English scholar influential in the fields of political economy and demography (1766-1834). ALS signed "T. R. Malthus," four pages on two adjoining sheets, 7.25 x 9, March 17, 1828. Letter written from East India College to Nassau William Senior, reads, in part: "I think there is much truth as well as ingenuity in the passage you have sent me; and I quite agree with you in the distinction you make between ενερνεια and ερνον; but if you still mean to include ενερνεια in your definition of wealth, I am not sure whether it would be of any use to make the distinction you propose between services and commodities. I am very decidedly of opinion that in an inquiry into the causes of wealth, it is the most consistent and useful application of the term productive labour to make it mean that labour which is directly productive of wealth; If wealth however be not the material ερνον which can be brought to market and estimated separate from the producer, but the ενερνεια itself, or some immaterial result of it, which adjusts of no estimation when separated from the producer it does not seem necessary to distinguish personal services from the labour which produces a material ερνον or commodity. Both are equally productive of wealth according to your definition.

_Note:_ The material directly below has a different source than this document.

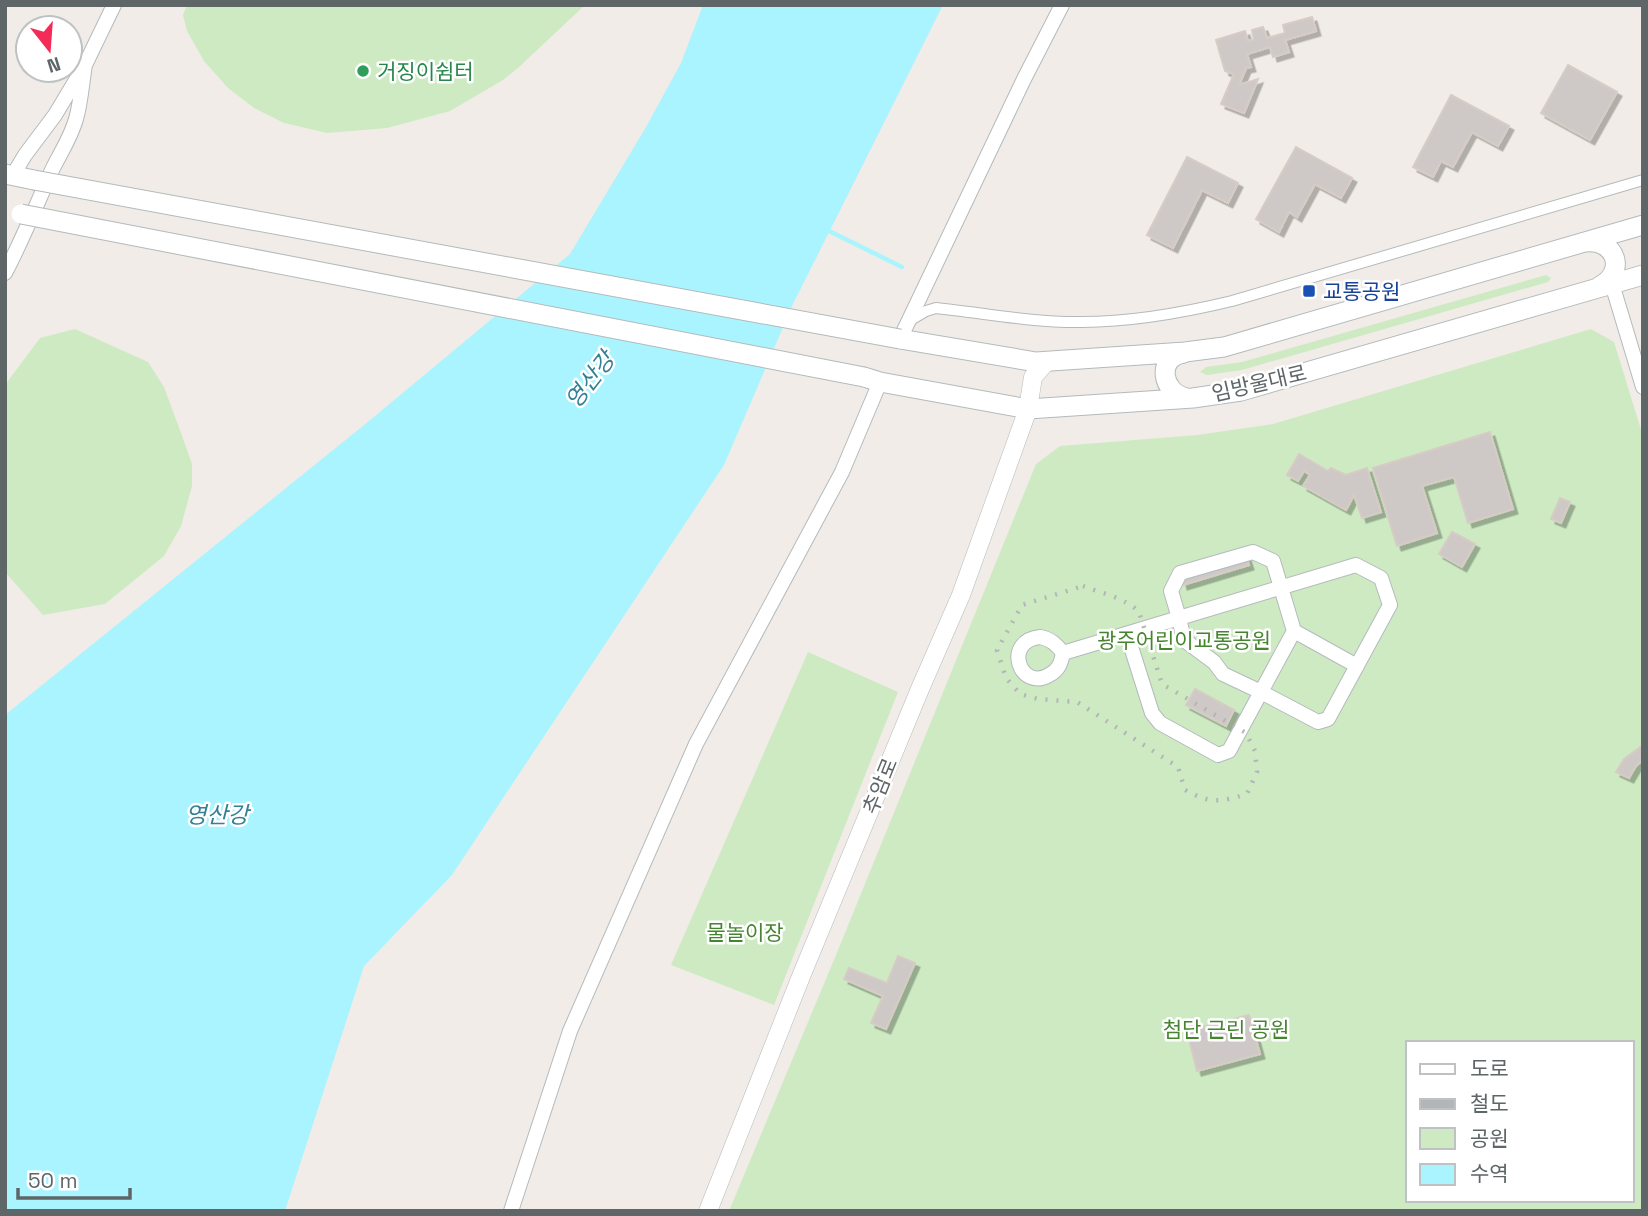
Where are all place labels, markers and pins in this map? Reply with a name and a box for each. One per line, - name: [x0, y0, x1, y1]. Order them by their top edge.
- place label: 거징이쉼터: [377, 58, 474, 85]
- marker: 거징이쉼터: [355, 63, 371, 79]
- place label: 교통공원: [1323, 278, 1400, 305]
- marker: 교통공원: [1301, 283, 1317, 299]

You know however that I consider it of the utmost importance that the progress of the science of Political Economy and to its useful practical applications to confine the term wealth to those objects the increase or decrease of which we can form some estimate of. There is no person more fully aware of the important effects derived from some personal service, and of the great duration of some of their results than I am; but how am I to estimate the ενερνεια that is susceptible of exchange, but has not yet been exchanged; or how am I to appreciate the wealth derived from the Legislation of Moses, the laws of Menic, or our Revolution of 1685. Feeling the utter impossibilities of making any approaches to an estimate of such kinds of wealth, I think it infinitely preferable to confine the term wealth as Adam Smith does to the material manageable ερνον or commodity, and to place personal services in a different category. In my lectures in the East India College I have very long been in the habit of stating in reference to Adam Smith's terms 'That productive and unproductive labour resemble each other in the end they endeavor to attain namely the gratification of some want or wish of mankind, but they accomplish it by different means.'" The last page is addressed to Nassau Senior in London, and bears two columns of numbers. In very good condition, with two repaired areas of paper loss to the second page affecting several words of text, intersecting folds, and some scattered light soiling. Accompanied by a custom-made presentation folder.

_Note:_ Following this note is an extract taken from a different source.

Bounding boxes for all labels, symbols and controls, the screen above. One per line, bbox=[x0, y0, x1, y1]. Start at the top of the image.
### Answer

In Malthus's 1798 Essay on the Principle of Population, focused on the unsustainability of a steadily increasing population, he argued that when the population grows faster than the production of food, the cost of living increases, thereby reducing the standard of living for all and causing economic instability. He presented two controversial 'checks' that hold the population within resource limits, and encouraged the latter: 'positive checks,' such as hunger and disease, raise the death rate, and 'preventive checks,' such as abortion, birth control, and postponement of marriage, lower the birth rate. Completely out of sync with the popular 18th-century European view that society was steadily improving and, continuing the trend, was in principle perfectible, Malthus became instantly controversial.

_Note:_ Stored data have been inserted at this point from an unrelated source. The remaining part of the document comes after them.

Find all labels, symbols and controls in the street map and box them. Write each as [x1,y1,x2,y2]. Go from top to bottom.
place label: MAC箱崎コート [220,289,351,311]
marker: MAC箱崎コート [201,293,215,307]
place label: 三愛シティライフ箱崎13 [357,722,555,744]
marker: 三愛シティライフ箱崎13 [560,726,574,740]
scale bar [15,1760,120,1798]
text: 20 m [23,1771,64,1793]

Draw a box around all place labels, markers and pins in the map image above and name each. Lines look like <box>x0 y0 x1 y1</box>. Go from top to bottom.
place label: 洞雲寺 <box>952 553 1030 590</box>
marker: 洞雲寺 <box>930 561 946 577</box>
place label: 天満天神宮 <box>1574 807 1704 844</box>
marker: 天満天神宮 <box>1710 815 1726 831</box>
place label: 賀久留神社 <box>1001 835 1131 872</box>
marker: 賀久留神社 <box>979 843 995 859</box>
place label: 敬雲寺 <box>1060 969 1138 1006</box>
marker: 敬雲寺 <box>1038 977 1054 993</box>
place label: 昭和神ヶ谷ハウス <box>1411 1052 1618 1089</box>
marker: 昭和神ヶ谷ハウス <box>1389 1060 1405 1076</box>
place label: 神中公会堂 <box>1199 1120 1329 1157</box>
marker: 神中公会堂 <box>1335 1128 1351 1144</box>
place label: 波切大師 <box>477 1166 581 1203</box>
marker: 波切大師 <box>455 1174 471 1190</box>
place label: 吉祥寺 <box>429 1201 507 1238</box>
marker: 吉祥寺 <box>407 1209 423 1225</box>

Spearheading the revolt against the Malthusian theory was Nassau Senior, a highly regarded classical economist and Professor of Political Economy at Oxford. Senior argued that the current combination of rising living standards and population growth offered strong evidence against Malthus's pessimistic theory, and the two wrote back and forth on their disagreements regarding these and many more related economic issues, including wealth and productive labor, as seen in this letter. Several pieces of their correspondence were published in Senior's Two Lectures on Population in 1829, and though this letter is not included in those, it certainly falls within the timeline of their heated debates. An incredible letter by one of the most important economists since Adam Smith, hashing out the specifics of his controversial theories.